Problem details — When you reach the line in the data below that contains "I am building a map index. Convert", please start repeating lines exactly, and stop after the line that contains "Build a gazetteer", repeating nothing else.

(Stored dataset items)
== Segment start ==

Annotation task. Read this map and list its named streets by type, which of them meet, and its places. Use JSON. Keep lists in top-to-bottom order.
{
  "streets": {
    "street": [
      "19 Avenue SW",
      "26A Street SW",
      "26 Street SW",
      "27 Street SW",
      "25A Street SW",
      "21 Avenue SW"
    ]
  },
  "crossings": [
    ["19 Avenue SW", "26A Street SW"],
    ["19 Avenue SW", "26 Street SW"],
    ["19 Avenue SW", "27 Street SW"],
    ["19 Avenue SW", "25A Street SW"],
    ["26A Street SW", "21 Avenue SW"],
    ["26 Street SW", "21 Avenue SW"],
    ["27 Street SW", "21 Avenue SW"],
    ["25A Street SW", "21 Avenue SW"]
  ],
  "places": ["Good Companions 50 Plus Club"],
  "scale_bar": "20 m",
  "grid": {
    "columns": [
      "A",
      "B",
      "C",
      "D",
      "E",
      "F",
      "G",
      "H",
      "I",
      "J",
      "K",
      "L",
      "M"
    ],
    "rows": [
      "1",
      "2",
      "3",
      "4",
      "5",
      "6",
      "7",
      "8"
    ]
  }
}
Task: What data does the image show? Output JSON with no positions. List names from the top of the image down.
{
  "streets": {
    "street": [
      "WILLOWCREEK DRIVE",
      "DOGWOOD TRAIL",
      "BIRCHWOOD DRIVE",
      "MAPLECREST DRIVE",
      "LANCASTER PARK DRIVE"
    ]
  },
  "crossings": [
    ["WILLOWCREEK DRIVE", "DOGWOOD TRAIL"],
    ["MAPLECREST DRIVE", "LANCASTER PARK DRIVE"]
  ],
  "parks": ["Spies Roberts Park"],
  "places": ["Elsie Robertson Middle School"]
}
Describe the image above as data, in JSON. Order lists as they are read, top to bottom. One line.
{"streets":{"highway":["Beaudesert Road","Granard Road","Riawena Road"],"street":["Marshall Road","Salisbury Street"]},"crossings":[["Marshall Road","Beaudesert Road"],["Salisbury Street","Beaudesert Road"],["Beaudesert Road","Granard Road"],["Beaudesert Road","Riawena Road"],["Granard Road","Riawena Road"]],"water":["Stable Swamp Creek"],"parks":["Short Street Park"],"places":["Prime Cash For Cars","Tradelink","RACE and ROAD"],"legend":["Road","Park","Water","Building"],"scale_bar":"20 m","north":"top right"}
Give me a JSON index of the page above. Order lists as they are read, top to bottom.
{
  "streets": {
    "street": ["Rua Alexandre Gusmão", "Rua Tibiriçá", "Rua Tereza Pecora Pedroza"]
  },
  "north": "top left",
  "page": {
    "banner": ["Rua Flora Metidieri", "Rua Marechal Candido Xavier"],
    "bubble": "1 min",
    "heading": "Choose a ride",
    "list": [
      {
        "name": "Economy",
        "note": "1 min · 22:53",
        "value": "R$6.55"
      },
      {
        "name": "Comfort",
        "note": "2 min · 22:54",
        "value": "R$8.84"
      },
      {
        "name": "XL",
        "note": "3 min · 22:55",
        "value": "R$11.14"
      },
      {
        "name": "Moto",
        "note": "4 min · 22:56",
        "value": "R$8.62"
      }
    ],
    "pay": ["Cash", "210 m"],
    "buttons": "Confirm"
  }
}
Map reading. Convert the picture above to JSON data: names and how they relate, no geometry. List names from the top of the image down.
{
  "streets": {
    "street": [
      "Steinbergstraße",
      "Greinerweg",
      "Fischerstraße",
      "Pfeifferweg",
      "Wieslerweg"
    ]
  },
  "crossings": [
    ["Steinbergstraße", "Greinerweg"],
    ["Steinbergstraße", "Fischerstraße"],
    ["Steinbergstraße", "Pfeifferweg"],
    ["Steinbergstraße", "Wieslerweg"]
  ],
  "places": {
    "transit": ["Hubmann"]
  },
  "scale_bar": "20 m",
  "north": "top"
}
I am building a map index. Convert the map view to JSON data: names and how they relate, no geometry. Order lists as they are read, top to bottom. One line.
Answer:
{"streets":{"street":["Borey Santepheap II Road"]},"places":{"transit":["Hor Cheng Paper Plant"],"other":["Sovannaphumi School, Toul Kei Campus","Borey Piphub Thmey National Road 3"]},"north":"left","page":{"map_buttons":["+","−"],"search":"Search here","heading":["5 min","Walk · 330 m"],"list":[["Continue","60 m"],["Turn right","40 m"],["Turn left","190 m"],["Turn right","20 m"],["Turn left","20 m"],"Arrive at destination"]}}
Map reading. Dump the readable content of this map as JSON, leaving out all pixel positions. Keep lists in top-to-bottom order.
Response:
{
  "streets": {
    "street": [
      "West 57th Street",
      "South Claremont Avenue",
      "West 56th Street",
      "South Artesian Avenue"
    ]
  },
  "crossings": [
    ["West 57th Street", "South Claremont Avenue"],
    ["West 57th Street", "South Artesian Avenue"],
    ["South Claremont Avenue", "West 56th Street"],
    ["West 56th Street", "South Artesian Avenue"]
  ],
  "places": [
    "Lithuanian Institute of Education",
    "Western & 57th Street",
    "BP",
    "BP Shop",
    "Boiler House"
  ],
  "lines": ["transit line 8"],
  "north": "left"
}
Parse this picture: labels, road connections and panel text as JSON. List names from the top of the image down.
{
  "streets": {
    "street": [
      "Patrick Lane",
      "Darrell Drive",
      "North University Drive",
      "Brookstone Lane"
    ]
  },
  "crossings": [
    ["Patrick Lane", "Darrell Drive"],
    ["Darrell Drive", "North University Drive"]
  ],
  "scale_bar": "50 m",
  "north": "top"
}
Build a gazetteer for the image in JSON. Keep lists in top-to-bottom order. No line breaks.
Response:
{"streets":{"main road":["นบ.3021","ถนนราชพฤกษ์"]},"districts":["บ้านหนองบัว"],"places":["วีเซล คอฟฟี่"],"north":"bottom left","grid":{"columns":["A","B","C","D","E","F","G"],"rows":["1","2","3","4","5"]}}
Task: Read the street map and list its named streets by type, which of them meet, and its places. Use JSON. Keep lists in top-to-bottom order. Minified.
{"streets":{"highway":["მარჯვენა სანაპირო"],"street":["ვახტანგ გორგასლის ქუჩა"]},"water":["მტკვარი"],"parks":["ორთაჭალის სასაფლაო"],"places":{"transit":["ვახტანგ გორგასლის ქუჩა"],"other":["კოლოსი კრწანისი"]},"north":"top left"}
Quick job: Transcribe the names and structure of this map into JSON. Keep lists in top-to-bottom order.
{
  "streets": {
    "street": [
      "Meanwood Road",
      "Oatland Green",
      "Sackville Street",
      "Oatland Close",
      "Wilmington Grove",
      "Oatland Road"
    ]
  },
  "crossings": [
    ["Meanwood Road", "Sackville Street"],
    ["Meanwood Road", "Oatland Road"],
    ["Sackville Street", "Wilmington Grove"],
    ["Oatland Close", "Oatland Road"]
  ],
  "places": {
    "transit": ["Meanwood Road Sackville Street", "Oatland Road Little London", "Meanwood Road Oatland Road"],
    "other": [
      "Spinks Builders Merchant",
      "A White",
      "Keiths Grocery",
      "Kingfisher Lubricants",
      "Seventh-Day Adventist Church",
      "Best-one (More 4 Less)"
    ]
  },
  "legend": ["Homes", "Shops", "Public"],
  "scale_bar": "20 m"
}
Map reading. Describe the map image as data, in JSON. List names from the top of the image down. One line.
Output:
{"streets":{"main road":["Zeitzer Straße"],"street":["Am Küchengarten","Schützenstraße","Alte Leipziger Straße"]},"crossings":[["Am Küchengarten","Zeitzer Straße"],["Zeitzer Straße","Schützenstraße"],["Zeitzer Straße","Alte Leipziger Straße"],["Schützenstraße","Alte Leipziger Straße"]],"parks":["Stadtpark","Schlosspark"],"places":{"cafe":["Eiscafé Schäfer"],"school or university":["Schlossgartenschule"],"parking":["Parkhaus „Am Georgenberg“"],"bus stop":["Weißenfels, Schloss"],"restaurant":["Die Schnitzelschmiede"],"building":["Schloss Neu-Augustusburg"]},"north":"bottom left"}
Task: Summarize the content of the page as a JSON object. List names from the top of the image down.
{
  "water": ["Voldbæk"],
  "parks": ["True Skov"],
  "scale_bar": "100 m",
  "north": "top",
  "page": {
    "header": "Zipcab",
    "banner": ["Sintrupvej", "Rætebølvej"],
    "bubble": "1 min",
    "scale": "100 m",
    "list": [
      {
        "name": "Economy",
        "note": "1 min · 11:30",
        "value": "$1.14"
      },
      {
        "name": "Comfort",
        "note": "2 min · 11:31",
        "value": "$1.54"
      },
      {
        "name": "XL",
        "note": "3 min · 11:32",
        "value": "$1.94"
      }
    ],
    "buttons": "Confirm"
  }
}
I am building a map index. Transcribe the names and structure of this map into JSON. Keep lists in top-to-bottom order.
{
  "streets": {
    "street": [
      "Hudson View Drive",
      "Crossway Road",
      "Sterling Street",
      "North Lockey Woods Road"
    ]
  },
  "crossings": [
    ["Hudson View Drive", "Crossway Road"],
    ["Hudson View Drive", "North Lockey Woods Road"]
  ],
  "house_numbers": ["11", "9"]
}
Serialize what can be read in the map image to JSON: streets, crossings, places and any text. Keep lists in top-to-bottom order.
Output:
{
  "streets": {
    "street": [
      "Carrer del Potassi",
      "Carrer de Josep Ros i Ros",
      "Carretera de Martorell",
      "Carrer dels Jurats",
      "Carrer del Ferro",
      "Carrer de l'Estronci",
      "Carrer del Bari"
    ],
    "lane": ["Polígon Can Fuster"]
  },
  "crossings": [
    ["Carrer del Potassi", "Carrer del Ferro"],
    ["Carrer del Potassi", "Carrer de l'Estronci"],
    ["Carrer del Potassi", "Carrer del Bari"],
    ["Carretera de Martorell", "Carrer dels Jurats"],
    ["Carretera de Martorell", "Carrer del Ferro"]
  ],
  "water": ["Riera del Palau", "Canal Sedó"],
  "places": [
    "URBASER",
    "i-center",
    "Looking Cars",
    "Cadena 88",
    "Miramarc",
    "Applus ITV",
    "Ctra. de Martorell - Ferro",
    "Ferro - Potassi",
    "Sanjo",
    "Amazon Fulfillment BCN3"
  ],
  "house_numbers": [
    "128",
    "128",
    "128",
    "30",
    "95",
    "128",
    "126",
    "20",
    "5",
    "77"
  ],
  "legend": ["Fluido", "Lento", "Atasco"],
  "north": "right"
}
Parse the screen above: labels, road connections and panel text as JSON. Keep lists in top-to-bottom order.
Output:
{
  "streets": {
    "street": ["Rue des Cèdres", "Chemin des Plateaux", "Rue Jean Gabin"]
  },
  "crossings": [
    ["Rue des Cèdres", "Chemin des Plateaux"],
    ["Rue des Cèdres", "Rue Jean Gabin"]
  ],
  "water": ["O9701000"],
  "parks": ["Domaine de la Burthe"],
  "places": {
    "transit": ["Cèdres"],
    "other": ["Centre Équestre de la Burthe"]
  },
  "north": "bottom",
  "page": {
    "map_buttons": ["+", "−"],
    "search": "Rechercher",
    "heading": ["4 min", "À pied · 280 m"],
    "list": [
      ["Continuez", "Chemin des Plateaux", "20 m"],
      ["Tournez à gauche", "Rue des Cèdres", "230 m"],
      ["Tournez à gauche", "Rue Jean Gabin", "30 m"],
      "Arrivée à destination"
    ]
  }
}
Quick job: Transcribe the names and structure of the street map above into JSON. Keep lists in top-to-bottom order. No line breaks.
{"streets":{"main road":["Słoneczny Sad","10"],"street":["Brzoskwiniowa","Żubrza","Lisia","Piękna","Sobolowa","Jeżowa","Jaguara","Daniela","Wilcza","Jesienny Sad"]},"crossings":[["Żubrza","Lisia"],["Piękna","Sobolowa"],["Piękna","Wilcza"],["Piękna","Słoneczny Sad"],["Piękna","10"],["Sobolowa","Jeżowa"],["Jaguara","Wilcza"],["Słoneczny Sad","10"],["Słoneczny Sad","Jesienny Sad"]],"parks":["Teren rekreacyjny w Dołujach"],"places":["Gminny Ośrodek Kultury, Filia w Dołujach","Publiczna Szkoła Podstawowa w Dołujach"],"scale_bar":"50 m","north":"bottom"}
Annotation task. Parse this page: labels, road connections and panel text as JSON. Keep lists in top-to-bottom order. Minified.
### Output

== Segment end ==

Written answer —
I am building a map index. Convert the map view to JSON data: names and how they relate, no geometry. Order lists as they are read, top to bottom. One line.
Answer:
{"streets":{"street":["Borey Santepheap II Road"]},"places":{"transit":["Hor Cheng Paper Plant"],"other":["Sovannaphumi School, Toul Kei Campus","Borey Piphub Thmey National Road 3"]},"north":"left","page":{"map_buttons":["+","−"],"search":"Search here","heading":["5 min","Walk · 330 m"],"list":[["Continue","60 m"],["Turn right","40 m"],["Turn left","190 m"],["Turn right","20 m"],["Turn left","20 m"],"Arrive at destination"]}}
Map reading. Dump the readable content of this map as JSON, leaving out all pixel positions. Keep lists in top-to-bottom order.
Response:
{
  "streets": {
    "street": [
      "West 57th Street",
      "South Claremont Avenue",
      "West 56th Street",
      "South Artesian Avenue"
    ]
  },
  "crossings": [
    ["West 57th Street", "South Claremont Avenue"],
    ["West 57th Street", "South Artesian Avenue"],
    ["South Claremont Avenue", "West 56th Street"],
    ["West 56th Street", "South Artesian Avenue"]
  ],
  "places": [
    "Lithuanian Institute of Education",
    "Western & 57th Street",
    "BP",
    "BP Shop",
    "Boiler House"
  ],
  "lines": ["transit line 8"],
  "north": "left"
}
Parse this picture: labels, road connections and panel text as JSON. List names from the top of the image down.
{
  "streets": {
    "street": [
      "Patrick Lane",
      "Darrell Drive",
      "North University Drive",
      "Brookstone Lane"
    ]
  },
  "crossings": [
    ["Patrick Lane", "Darrell Drive"],
    ["Darrell Drive", "North University Drive"]
  ],
  "scale_bar": "50 m",
  "north": "top"
}
Build a gazetteer for the image in JSON. Keep lists in top-to-bottom order. No line breaks.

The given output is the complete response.